Record set
*** Block opens ***
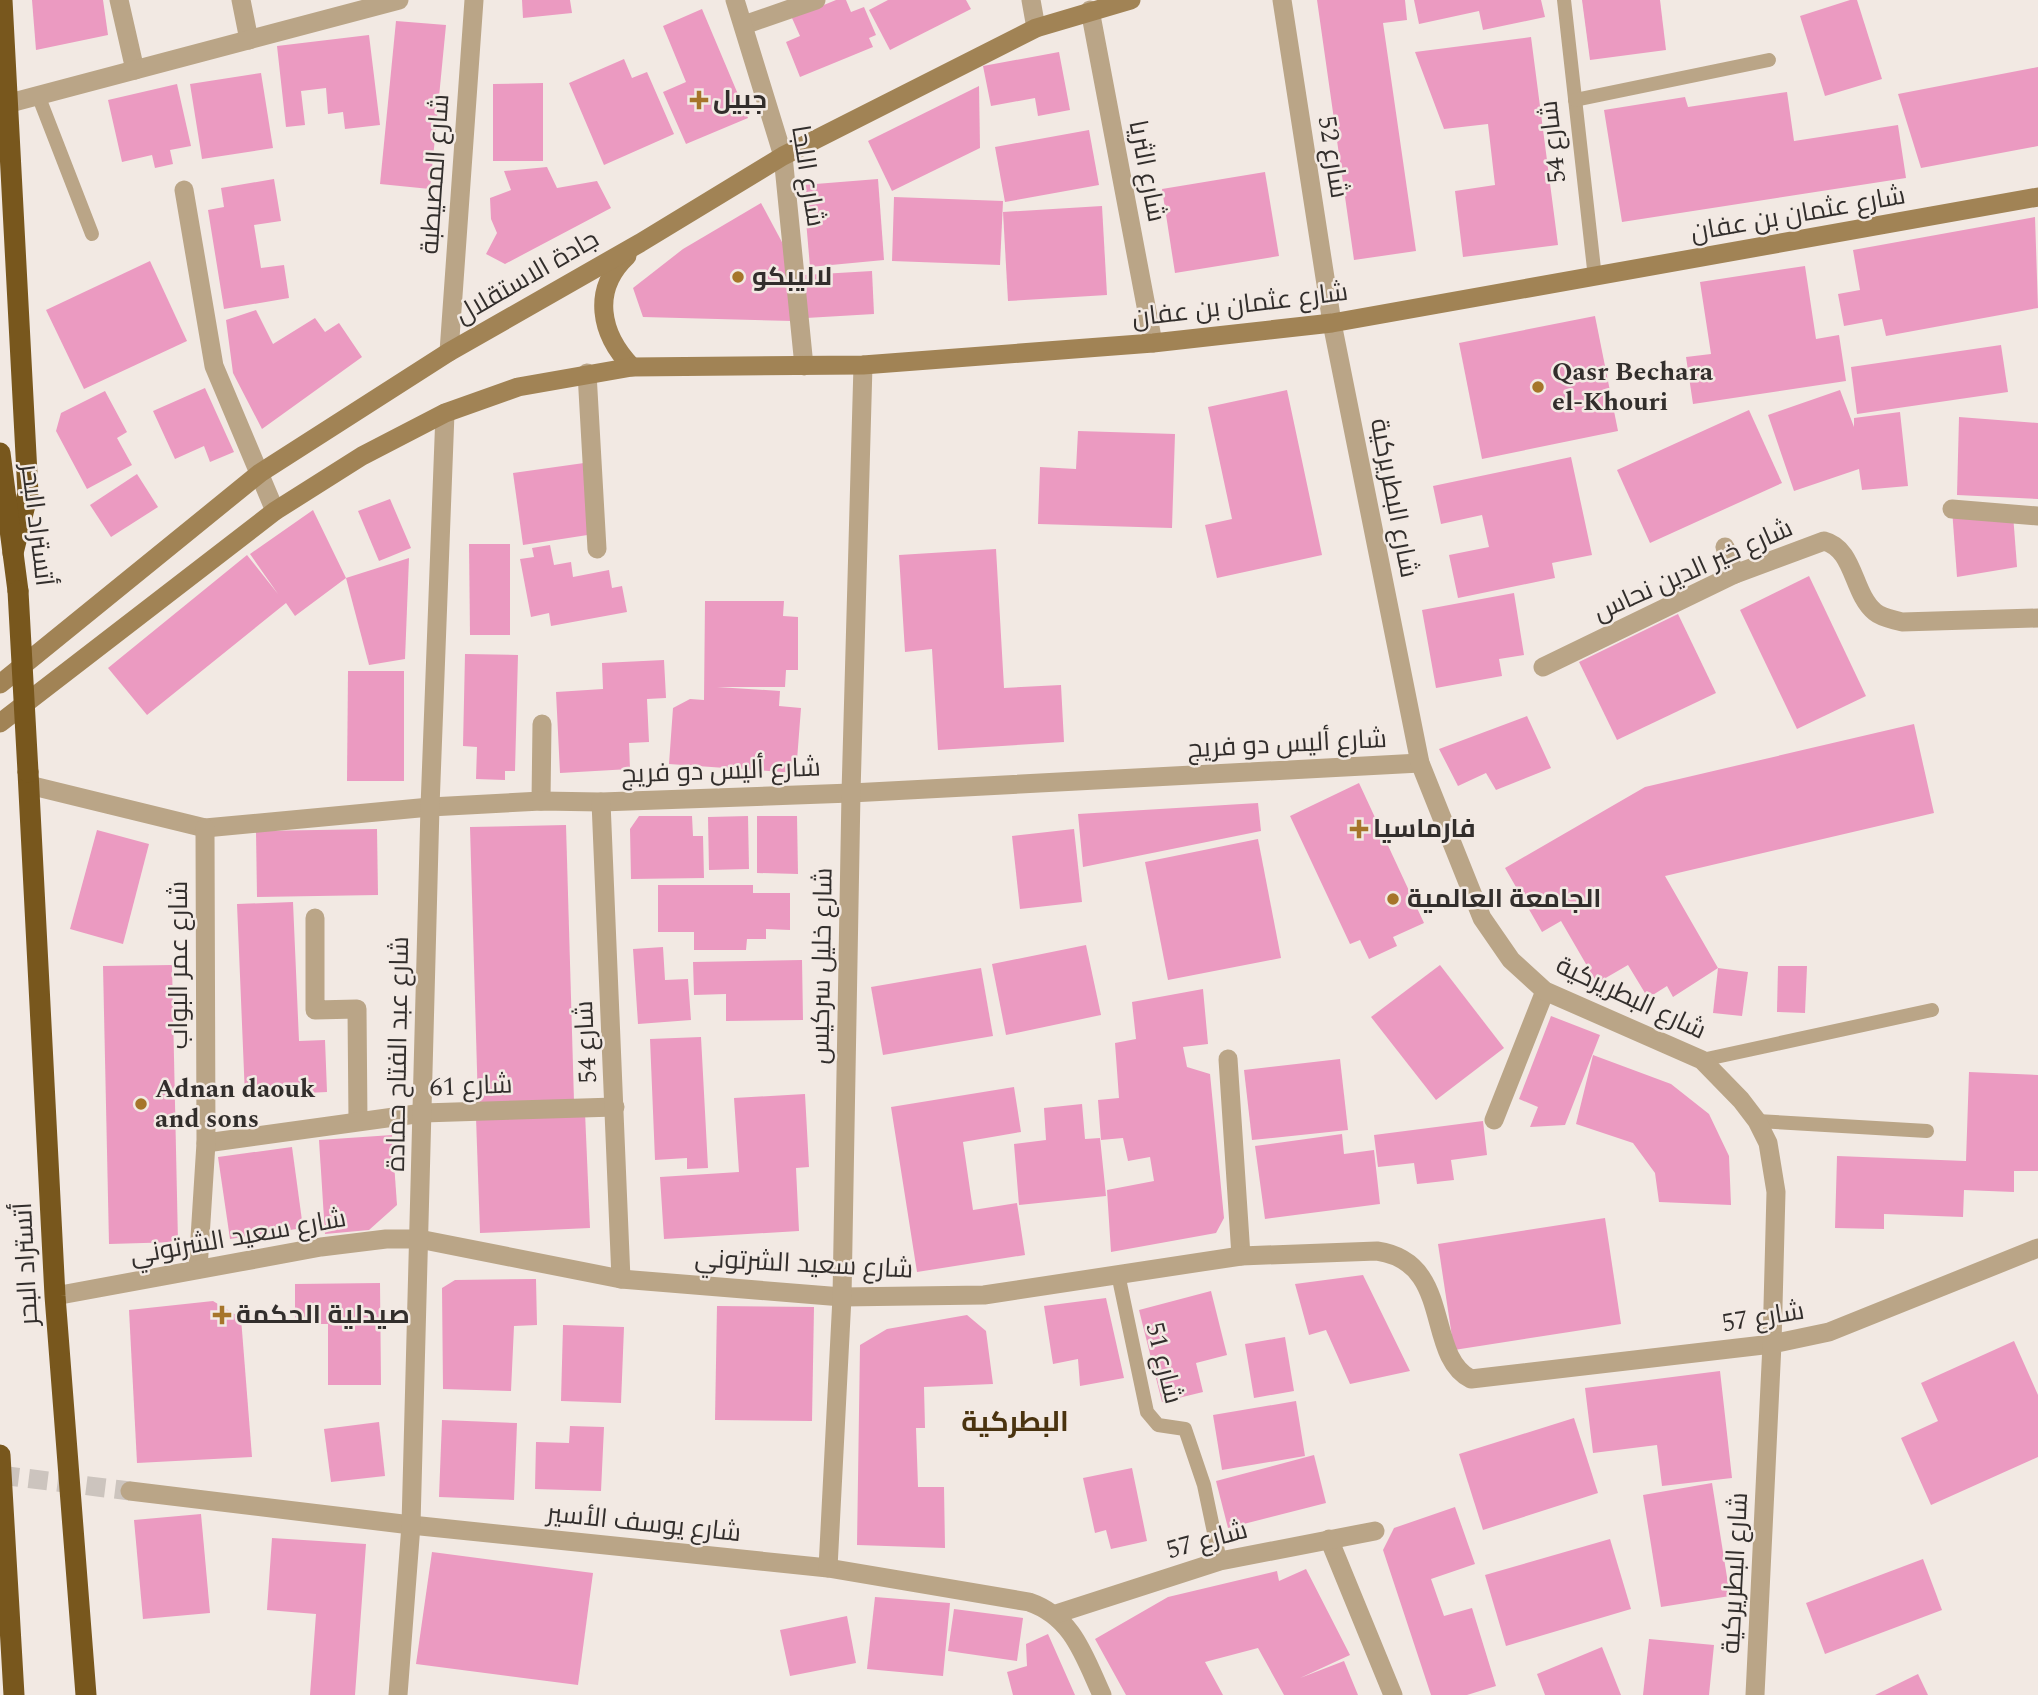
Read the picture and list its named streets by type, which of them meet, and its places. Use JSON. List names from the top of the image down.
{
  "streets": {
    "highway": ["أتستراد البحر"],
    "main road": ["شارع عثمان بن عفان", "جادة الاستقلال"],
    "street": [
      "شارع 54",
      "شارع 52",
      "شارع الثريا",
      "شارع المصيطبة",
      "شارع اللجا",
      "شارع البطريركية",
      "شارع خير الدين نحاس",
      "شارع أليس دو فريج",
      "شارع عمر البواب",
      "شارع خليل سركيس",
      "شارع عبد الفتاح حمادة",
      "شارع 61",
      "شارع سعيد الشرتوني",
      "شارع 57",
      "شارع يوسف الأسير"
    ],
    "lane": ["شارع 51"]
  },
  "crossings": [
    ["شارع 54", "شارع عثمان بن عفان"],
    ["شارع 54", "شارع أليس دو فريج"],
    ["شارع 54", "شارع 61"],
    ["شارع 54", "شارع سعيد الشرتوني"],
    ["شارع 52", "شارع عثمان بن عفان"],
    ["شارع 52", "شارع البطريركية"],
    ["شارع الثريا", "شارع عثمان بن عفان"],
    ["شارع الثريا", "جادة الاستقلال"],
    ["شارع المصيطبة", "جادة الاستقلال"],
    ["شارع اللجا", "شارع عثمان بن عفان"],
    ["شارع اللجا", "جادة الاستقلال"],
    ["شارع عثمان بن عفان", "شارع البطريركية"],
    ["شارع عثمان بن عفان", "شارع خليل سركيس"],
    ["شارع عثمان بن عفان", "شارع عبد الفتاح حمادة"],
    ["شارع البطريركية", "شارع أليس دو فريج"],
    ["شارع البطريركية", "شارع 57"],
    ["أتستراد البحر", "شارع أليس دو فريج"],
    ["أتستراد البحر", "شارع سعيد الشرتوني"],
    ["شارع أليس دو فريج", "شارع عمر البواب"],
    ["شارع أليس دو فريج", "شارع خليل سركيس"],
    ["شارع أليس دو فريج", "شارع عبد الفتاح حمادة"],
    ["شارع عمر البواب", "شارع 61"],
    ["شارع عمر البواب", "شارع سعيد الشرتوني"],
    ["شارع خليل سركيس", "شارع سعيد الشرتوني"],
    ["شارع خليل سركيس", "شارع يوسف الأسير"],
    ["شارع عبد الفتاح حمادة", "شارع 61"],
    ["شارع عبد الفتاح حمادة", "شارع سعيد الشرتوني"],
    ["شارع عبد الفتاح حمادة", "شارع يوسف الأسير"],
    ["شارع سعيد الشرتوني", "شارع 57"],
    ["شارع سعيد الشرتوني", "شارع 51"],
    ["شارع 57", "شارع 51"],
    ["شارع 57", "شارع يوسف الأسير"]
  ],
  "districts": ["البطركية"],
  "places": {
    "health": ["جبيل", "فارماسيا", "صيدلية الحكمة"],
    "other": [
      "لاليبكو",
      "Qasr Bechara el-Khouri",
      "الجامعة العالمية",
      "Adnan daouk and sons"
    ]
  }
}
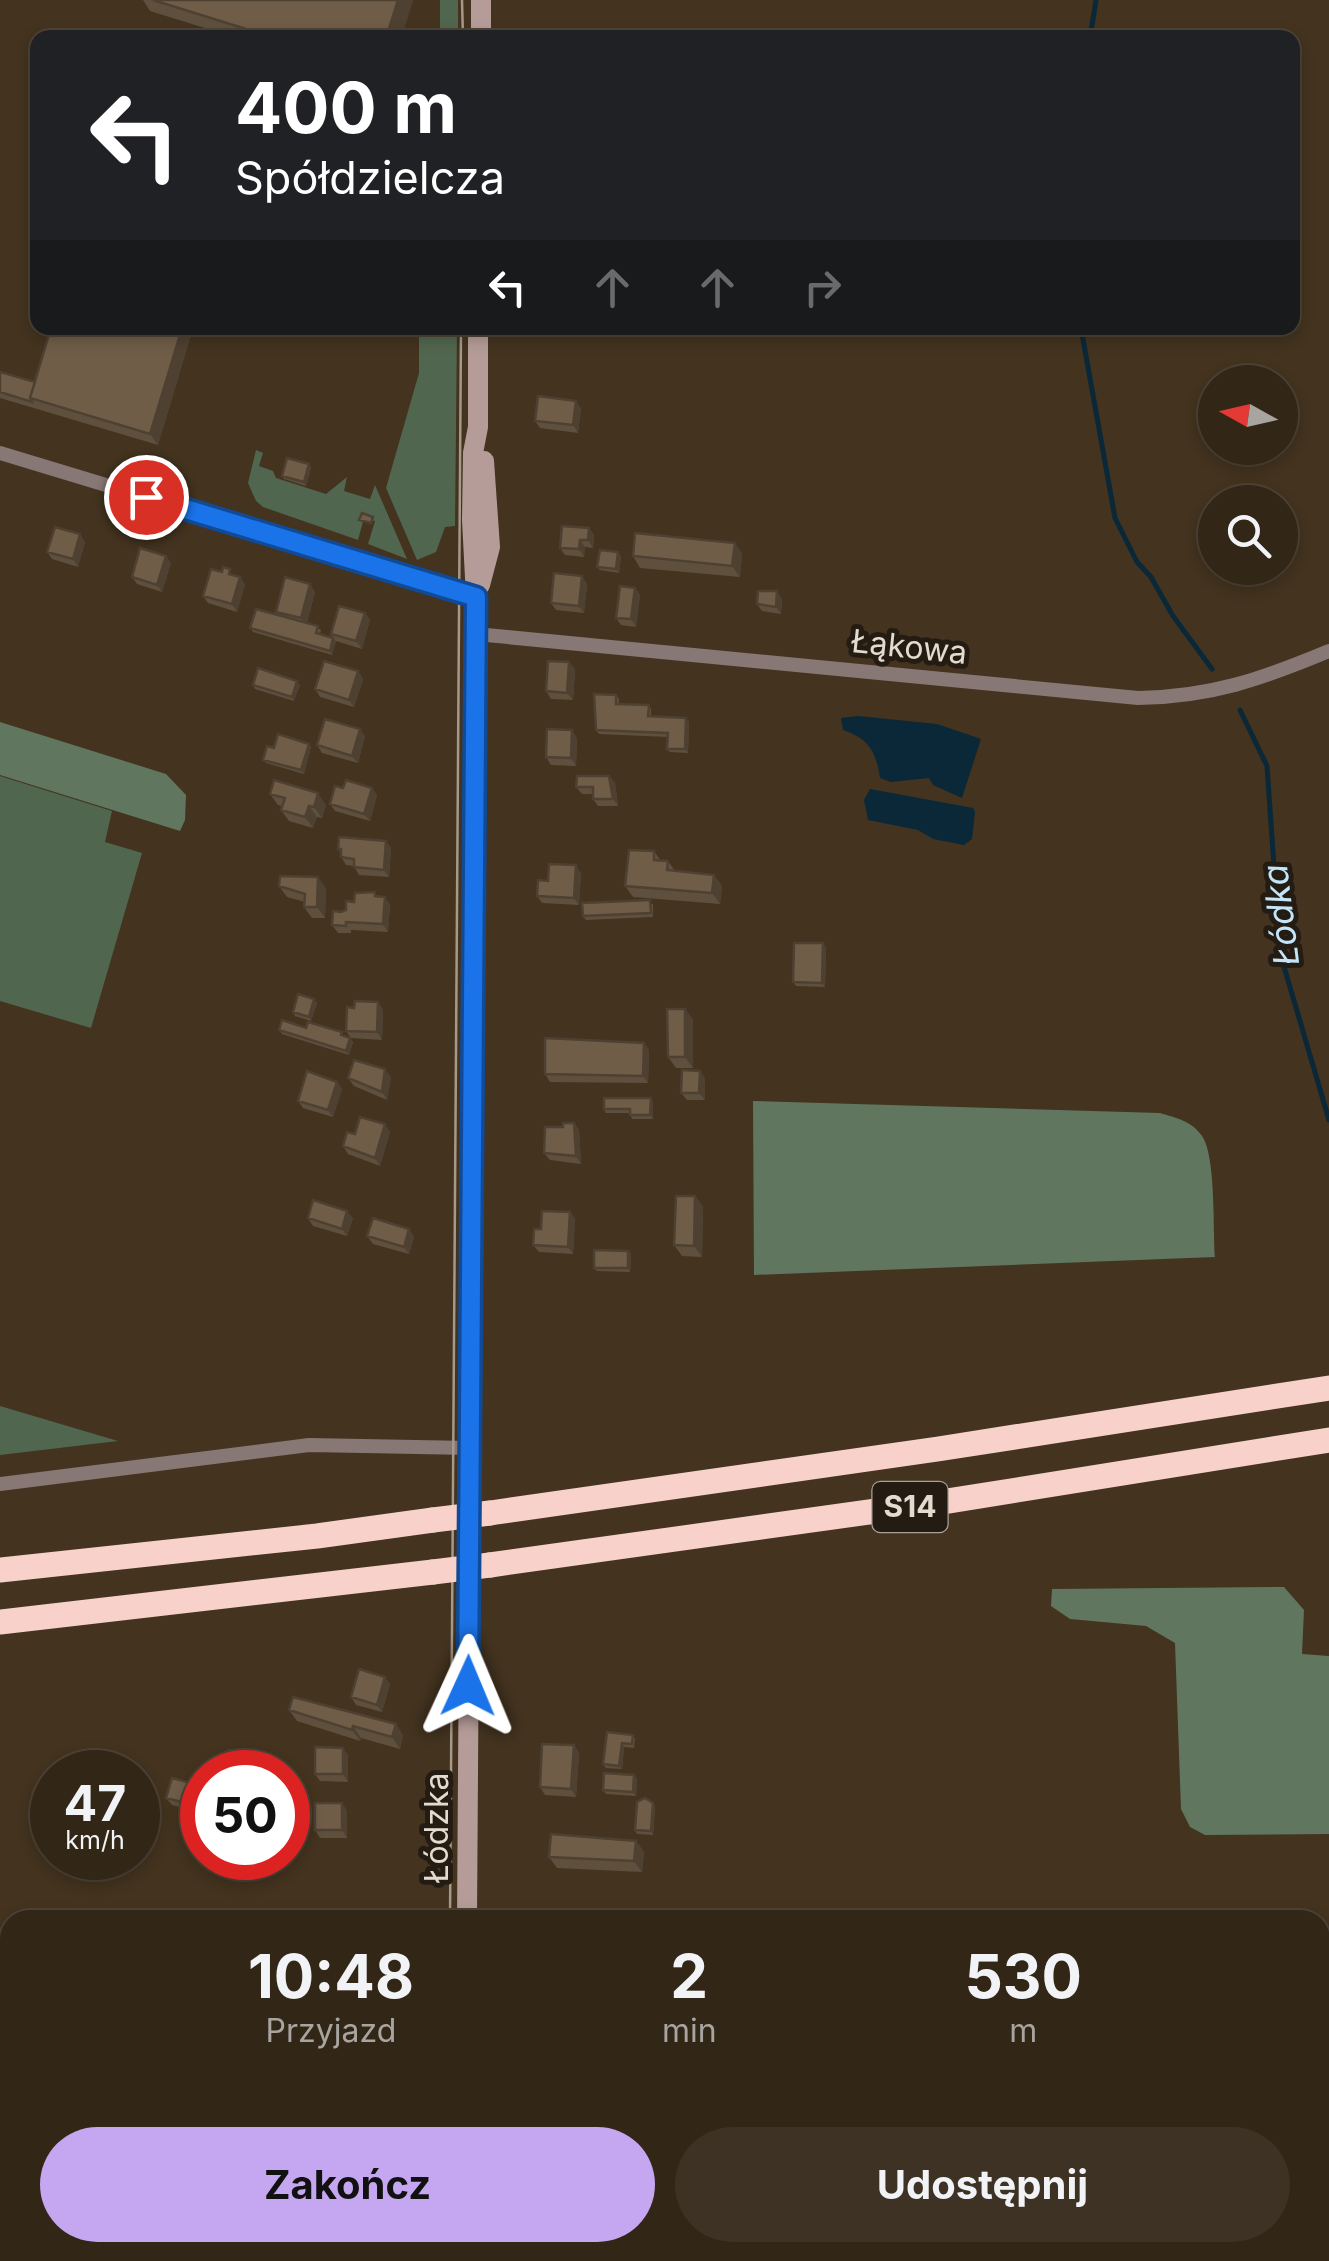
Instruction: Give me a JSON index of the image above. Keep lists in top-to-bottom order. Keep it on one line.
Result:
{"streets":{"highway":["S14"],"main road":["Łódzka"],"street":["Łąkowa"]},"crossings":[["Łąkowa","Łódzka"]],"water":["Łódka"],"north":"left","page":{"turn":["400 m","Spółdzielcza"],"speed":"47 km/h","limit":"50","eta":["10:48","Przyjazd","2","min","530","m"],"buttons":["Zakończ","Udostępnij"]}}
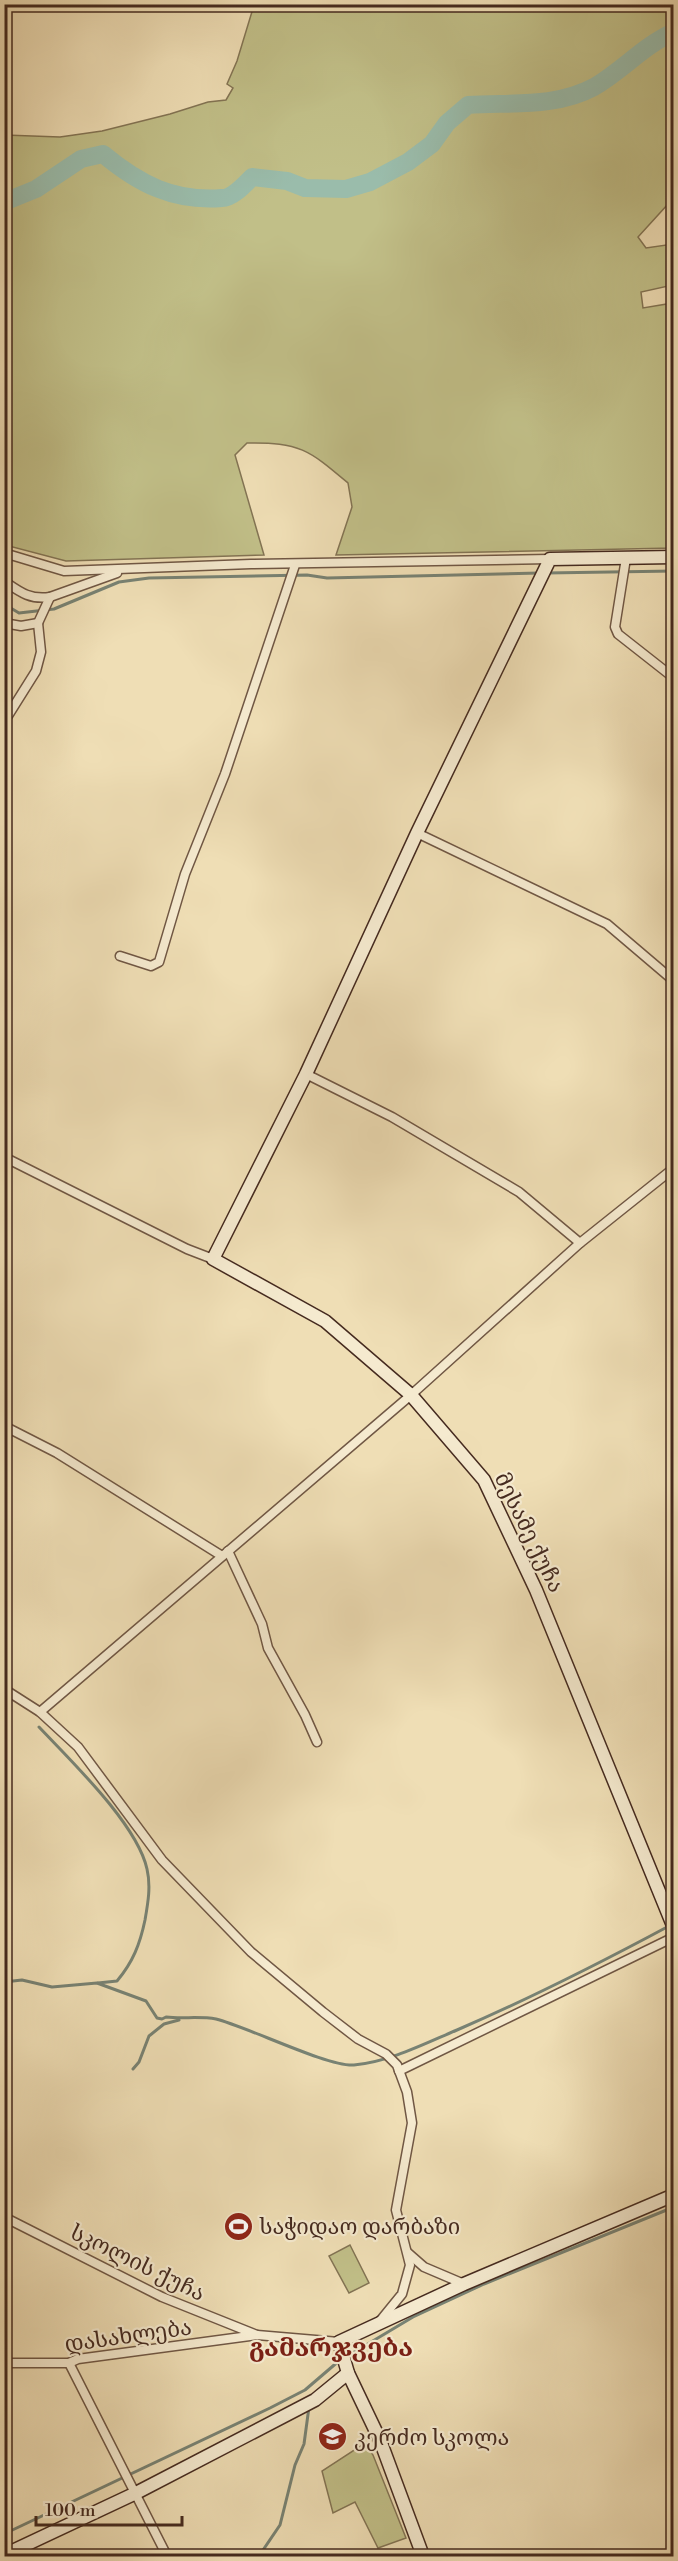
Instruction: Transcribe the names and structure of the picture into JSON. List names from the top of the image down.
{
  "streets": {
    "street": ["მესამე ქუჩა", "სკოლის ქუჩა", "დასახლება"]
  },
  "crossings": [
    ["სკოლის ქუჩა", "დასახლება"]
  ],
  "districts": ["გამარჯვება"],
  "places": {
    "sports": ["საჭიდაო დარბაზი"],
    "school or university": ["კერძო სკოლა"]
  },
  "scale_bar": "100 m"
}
*** Block closes ***
Exercise instructions
The material above should be returned exactly, without pictures.

The answer
Read the picture and list its named streets by type, which of them meet, and its places. Use JSON. List names from the top of the image down.
{
  "streets": {
    "highway": ["أتستراد البحر"],
    "main road": ["شارع عثمان بن عفان", "جادة الاستقلال"],
    "street": [
      "شارع 54",
      "شارع 52",
      "شارع الثريا",
      "شارع المصيطبة",
      "شارع اللجا",
      "شارع البطريركية",
      "شارع خير الدين نحاس",
      "شارع أليس دو فريج",
      "شارع عمر البواب",
      "شارع خليل سركيس",
      "شارع عبد الفتاح حمادة",
      "شارع 61",
      "شارع سعيد الشرتوني",
      "شارع 57",
      "شارع يوسف الأسير"
    ],
    "lane": ["شارع 51"]
  },
  "crossings": [
    ["شارع 54", "شارع عثمان بن عفان"],
    ["شارع 54", "شارع أليس دو فريج"],
    ["شارع 54", "شارع 61"],
    ["شارع 54", "شارع سعيد الشرتوني"],
    ["شارع 52", "شارع عثمان بن عفان"],
    ["شارع 52", "شارع البطريركية"],
    ["شارع الثريا", "شارع عثمان بن عفان"],
    ["شارع الثريا", "جادة الاستقلال"],
    ["شارع المصيطبة", "جادة الاستقلال"],
    ["شارع اللجا", "شارع عثمان بن عفان"],
    ["شارع اللجا", "جادة الاستقلال"],
    ["شارع عثمان بن عفان", "شارع البطريركية"],
    ["شارع عثمان بن عفان", "شارع خليل سركيس"],
    ["شارع عثمان بن عفان", "شارع عبد الفتاح حمادة"],
    ["شارع البطريركية", "شارع أليس دو فريج"],
    ["شارع البطريركية", "شارع 57"],
    ["أتستراد البحر", "شارع أليس دو فريج"],
    ["أتستراد البحر", "شارع سعيد الشرتوني"],
    ["شارع أليس دو فريج", "شارع عمر البواب"],
    ["شارع أليس دو فريج", "شارع خليل سركيس"],
    ["شارع أليس دو فريج", "شارع عبد الفتاح حمادة"],
    ["شارع عمر البواب", "شارع 61"],
    ["شارع عمر البواب", "شارع سعيد الشرتوني"],
    ["شارع خليل سركيس", "شارع سعيد الشرتوني"],
    ["شارع خليل سركيس", "شارع يوسف الأسير"],
    ["شارع عبد الفتاح حمادة", "شارع 61"],
    ["شارع عبد الفتاح حمادة", "شارع سعيد الشرتوني"],
    ["شارع عبد الفتاح حمادة", "شارع يوسف الأسير"],
    ["شارع سعيد الشرتوني", "شارع 57"],
    ["شارع سعيد الشرتوني", "شارع 51"],
    ["شارع 57", "شارع 51"],
    ["شارع 57", "شارع يوسف الأسير"]
  ],
  "districts": ["البطركية"],
  "places": {
    "health": ["جبيل", "فارماسيا", "صيدلية الحكمة"],
    "other": [
      "لاليبكو",
      "Qasr Bechara el-Khouri",
      "الجامعة العالمية",
      "Adnan daouk and sons"
    ]
  }
}
Instruction: Give me a JSON index of the image above. Keep lists in top-to-bottom order. Keep it on one line.
Result:
{"streets":{"highway":["S14"],"main road":["Łódzka"],"street":["Łąkowa"]},"crossings":[["Łąkowa","Łódzka"]],"water":["Łódka"],"north":"left","page":{"turn":["400 m","Spółdzielcza"],"speed":"47 km/h","limit":"50","eta":["10:48","Przyjazd","2","min","530","m"],"buttons":["Zakończ","Udostępnij"]}}
Instruction: Transcribe the names and structure of the picture into JSON. List names from the top of the image down.
{
  "streets": {
    "street": ["მესამე ქუჩა", "სკოლის ქუჩა", "დასახლება"]
  },
  "crossings": [
    ["სკოლის ქუჩა", "დასახლება"]
  ],
  "districts": ["გამარჯვება"],
  "places": {
    "sports": ["საჭიდაო დარბაზი"],
    "school or university": ["კერძო სკოლა"]
  },
  "scale_bar": "100 m"
}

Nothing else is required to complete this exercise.